▶ **What is needed**: All lines between the start of the listing below and the line containing "M227,0H247V3L227,2Z", inclusive, must be repeated exactly.

▶ **Records for the exercise**:
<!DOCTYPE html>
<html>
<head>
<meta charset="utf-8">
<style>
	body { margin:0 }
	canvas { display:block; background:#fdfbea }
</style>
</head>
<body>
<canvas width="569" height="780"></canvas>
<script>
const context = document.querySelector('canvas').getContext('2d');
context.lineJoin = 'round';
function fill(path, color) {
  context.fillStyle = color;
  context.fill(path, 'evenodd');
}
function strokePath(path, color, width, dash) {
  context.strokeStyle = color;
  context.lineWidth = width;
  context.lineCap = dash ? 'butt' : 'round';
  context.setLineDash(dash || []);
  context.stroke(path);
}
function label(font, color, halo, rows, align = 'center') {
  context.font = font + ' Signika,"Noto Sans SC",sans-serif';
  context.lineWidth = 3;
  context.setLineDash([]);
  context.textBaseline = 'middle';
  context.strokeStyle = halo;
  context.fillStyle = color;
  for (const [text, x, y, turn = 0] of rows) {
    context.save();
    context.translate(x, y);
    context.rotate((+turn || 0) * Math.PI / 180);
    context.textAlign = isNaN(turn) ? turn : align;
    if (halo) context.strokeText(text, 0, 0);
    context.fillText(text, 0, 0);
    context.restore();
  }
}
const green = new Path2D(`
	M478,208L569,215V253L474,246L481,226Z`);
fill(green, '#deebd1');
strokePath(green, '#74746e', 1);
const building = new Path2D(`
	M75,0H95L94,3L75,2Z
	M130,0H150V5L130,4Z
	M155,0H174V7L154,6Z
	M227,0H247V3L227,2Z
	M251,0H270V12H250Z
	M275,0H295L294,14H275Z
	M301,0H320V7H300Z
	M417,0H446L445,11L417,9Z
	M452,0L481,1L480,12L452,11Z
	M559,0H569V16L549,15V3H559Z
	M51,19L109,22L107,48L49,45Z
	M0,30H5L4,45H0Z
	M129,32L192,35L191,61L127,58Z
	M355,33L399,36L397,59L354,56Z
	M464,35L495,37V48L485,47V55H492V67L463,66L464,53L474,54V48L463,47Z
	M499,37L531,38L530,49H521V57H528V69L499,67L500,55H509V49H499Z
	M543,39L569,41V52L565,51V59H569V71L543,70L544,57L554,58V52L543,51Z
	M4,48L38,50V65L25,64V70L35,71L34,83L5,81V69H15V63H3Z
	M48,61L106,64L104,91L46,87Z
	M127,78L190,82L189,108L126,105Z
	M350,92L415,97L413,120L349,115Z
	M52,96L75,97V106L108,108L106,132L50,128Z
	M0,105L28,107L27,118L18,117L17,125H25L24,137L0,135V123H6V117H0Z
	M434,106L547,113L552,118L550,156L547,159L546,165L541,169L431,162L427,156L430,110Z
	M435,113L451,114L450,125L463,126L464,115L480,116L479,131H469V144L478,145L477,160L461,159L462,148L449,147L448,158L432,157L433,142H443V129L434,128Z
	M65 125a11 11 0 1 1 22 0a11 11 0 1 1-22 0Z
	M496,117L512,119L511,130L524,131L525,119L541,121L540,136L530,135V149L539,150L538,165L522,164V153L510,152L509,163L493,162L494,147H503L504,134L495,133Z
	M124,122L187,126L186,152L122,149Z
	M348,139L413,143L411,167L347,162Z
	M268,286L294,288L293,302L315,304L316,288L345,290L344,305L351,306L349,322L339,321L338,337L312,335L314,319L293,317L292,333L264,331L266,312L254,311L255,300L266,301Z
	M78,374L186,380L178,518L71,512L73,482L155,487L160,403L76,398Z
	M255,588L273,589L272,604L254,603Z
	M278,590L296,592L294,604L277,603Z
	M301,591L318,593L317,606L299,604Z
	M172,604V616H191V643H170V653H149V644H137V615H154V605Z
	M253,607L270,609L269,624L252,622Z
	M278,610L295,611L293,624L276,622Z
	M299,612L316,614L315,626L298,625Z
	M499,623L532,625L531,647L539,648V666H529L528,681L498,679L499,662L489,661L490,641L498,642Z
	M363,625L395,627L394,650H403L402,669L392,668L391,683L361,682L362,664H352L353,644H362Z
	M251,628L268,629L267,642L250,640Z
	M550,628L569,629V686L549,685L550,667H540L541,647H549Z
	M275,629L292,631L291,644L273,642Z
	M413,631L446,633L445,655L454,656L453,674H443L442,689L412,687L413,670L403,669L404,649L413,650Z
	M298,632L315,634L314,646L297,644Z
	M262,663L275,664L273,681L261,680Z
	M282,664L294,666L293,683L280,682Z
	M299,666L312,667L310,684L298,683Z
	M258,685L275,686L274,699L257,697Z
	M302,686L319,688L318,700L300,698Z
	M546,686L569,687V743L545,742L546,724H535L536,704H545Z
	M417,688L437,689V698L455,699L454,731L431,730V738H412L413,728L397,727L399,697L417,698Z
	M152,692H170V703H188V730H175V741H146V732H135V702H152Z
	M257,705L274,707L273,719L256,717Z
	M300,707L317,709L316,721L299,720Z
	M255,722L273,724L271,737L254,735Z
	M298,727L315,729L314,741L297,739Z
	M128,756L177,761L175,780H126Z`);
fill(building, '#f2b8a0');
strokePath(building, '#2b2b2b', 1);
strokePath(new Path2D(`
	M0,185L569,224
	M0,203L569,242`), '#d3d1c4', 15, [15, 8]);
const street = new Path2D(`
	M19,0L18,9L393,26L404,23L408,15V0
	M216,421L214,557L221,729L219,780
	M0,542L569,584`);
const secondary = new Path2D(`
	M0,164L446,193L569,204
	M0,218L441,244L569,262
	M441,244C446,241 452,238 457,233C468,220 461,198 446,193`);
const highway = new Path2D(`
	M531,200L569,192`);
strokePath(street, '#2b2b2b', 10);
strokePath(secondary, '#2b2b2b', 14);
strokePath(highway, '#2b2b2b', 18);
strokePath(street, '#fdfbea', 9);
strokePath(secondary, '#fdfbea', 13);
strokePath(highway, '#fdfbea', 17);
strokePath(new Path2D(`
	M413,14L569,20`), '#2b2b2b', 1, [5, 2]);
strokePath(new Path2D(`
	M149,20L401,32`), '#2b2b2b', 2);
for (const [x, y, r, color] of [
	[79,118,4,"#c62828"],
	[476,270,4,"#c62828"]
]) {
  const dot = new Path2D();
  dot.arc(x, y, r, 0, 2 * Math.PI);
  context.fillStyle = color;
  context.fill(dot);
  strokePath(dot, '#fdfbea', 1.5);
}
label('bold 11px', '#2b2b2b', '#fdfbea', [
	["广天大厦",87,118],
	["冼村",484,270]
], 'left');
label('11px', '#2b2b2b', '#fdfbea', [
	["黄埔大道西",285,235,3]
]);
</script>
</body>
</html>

▶ **Response area**:
<!DOCTYPE html>
<html>
<head>
<meta charset="utf-8">
<style>
	body { margin:0 }
	canvas { display:block; background:#fdfbea }
</style>
</head>
<body>
<canvas width="569" height="780"></canvas>
<script>
const context = document.querySelector('canvas').getContext('2d');
context.lineJoin = 'round';
function fill(path, color) {
  context.fillStyle = color;
  context.fill(path, 'evenodd');
}
function strokePath(path, color, width, dash) {
  context.strokeStyle = color;
  context.lineWidth = width;
  context.lineCap = dash ? 'butt' : 'round';
  context.setLineDash(dash || []);
  context.stroke(path);
}
function label(font, color, halo, rows, align = 'center') {
  context.font = font + ' Signika,"Noto Sans SC",sans-serif';
  context.lineWidth = 3;
  context.setLineDash([]);
  context.textBaseline = 'middle';
  context.strokeStyle = halo;
  context.fillStyle = color;
  for (const [text, x, y, turn = 0] of rows) {
    context.save();
    context.translate(x, y);
    context.rotate((+turn || 0) * Math.PI / 180);
    context.textAlign = isNaN(turn) ? turn : align;
    if (halo) context.strokeText(text, 0, 0);
    context.fillText(text, 0, 0);
    context.restore();
  }
}
const green = new Path2D(`
	M478,208L569,215V253L474,246L481,226Z`);
fill(green, '#deebd1');
strokePath(green, '#74746e', 1);
const building = new Path2D(`
	M75,0H95L94,3L75,2Z
	M130,0H150V5L130,4Z
	M155,0H174V7L154,6Z
	M227,0H247V3L227,2Z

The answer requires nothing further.